Judge Willis, who is a Shakespearean, bold and unabashed, is not
content with a mere summing-up, but, with a gravity and wealth of
detail worthy of De Foe, has presented us with what purports to be a
verbatim report of so much of the proceedings in a suit of Hall _v._
Russell as were concerned with the trial before a jury of the simple
issue--whether William Shakespeare, of Stratford-upon-Avon, 'the
testator in the cause of _Hall v. Russell_,' was the author of the
plays in the Folio of 1623. We are favoured with the names of counsel
employed, who snarl at one another with such startling verisimilitude,
whilst the remarks that fall from the bench do so with such
naturalness, that it is perhaps not surprising, or any very severe
reflection upon his literary _esprit_, that a member of the Bar,
having heard Judge Willis deliver his lecture in the Inner Temple
Hall, repaired next day to the library to study at his leisure the
hitherto unnoted case of _Hall v. Russell_. Ten witnesses are put in
the box to prove the affirmative--that Shakespeare was the author of
the plays. Mr. Blount and M. Jaggard, the publishers of the Folio,
give a most satisfactory account of the somewhat crucial point--how
they came by the manuscripts, with all the amendments and corrections,
and pass lightly over the fact that those manuscripts had disappeared.
'Rare Ben Jonson' in the witness-box is a masterpiece of dramatic
invention; he demolishes Bacon's advocate with magnificent vitality.
John Selden makes a stately witness, and Francis Meres a very useful
one. Generally speaking, the weakest part in these interesting
proceedings is the cross-examination. I have heard the learned judge
do better in old days. No witnesses are called for the Baconians,
though all the writings of the great philosopher were put in for what
they were worth. The Lord Chief Justice, who seems to have been a
friend of Shakespeare's, sums up dead in his favour, and the jury
(with whose names we are not supplied, which is a pity--Bunyan or De
Foe would have given them to us), after a short absence, a quarter of
an hour, return a Shakespearean verdict, which of course ought by
rights to make the whole question _res judicata_.
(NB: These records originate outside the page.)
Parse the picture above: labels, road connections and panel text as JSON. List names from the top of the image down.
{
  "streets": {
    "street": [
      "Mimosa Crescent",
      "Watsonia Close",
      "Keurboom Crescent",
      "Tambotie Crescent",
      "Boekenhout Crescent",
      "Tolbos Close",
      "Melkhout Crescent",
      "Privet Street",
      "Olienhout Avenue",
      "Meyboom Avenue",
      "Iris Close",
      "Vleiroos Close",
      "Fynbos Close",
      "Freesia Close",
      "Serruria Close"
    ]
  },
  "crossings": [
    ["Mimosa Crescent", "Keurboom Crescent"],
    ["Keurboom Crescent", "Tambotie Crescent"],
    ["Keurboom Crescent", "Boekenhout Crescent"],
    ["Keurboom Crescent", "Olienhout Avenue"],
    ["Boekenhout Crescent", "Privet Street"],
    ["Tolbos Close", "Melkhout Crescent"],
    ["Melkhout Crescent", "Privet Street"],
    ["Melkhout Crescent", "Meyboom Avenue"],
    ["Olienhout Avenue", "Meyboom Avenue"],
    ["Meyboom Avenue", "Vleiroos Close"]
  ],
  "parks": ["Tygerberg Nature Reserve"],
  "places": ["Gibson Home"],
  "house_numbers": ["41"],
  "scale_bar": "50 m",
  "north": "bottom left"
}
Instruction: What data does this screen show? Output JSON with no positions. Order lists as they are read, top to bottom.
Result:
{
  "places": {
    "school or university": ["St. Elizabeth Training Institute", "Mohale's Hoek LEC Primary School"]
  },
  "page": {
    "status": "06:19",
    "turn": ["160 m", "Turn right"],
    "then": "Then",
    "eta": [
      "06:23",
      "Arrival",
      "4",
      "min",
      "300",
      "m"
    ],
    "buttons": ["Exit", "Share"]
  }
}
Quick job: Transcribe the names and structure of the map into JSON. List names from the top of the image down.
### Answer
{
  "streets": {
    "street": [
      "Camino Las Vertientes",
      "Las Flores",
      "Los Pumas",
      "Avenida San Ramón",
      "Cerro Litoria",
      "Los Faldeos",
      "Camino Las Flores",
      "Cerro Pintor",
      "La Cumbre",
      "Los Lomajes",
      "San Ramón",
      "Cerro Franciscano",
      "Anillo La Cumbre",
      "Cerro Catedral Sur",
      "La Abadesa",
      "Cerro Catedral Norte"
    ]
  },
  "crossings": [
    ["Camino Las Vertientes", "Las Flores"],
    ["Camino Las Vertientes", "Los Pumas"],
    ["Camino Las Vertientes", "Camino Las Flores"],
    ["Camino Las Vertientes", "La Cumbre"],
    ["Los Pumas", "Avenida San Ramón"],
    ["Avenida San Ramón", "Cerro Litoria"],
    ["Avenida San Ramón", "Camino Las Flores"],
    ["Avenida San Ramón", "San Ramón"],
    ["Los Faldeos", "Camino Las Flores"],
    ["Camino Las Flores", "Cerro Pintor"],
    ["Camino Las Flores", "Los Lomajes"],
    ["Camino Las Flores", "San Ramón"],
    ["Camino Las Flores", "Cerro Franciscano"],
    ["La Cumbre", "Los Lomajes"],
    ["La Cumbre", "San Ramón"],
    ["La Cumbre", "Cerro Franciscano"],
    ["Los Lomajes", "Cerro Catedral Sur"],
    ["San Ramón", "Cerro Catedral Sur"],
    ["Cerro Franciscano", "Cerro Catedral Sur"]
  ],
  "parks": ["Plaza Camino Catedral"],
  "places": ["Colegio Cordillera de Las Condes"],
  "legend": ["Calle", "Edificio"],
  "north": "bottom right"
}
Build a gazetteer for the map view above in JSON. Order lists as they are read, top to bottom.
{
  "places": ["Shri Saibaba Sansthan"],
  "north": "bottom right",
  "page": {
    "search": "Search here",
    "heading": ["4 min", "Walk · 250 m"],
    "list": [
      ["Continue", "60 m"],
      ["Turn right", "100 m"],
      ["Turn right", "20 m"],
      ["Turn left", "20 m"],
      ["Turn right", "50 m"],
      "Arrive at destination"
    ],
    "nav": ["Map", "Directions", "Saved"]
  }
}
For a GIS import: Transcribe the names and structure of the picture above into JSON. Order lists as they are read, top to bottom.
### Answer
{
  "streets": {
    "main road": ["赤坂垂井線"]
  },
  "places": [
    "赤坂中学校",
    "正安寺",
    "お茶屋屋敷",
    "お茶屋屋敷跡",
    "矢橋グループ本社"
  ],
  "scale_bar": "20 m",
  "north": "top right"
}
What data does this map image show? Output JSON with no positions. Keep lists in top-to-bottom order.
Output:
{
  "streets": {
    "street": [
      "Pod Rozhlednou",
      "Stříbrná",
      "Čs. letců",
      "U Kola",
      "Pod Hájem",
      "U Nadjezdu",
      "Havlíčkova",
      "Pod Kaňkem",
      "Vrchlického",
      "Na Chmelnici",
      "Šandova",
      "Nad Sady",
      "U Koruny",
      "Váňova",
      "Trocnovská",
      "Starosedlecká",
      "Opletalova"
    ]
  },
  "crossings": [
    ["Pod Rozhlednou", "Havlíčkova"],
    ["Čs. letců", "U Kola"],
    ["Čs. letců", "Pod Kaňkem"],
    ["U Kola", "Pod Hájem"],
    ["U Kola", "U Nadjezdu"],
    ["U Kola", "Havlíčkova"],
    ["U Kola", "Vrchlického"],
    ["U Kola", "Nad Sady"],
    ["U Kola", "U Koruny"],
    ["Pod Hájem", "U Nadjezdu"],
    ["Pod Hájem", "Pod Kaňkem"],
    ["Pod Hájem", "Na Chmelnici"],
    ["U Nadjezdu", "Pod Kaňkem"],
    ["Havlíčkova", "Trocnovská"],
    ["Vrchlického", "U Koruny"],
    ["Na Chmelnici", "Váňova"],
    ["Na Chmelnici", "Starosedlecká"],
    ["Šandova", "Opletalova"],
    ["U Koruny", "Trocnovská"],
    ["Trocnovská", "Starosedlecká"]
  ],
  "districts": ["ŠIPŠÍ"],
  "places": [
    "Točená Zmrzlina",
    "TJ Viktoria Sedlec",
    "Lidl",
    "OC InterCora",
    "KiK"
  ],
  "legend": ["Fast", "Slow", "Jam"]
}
But it has done nothing of the kind. Could we really ask Blount and
Jaggard how they came by the manuscripts, and who made the
corrections, and did we believe their replies, why, then a stray
Baconian here and there might reluctantly abandon his strange fancy;
but as _Hall v. Russell_ is Judge Willis's joke, it will convert no
Baconians any more than Dean Sherlock's once celebrated _Trial of the
Witnesses_ compels belief in the Resurrection.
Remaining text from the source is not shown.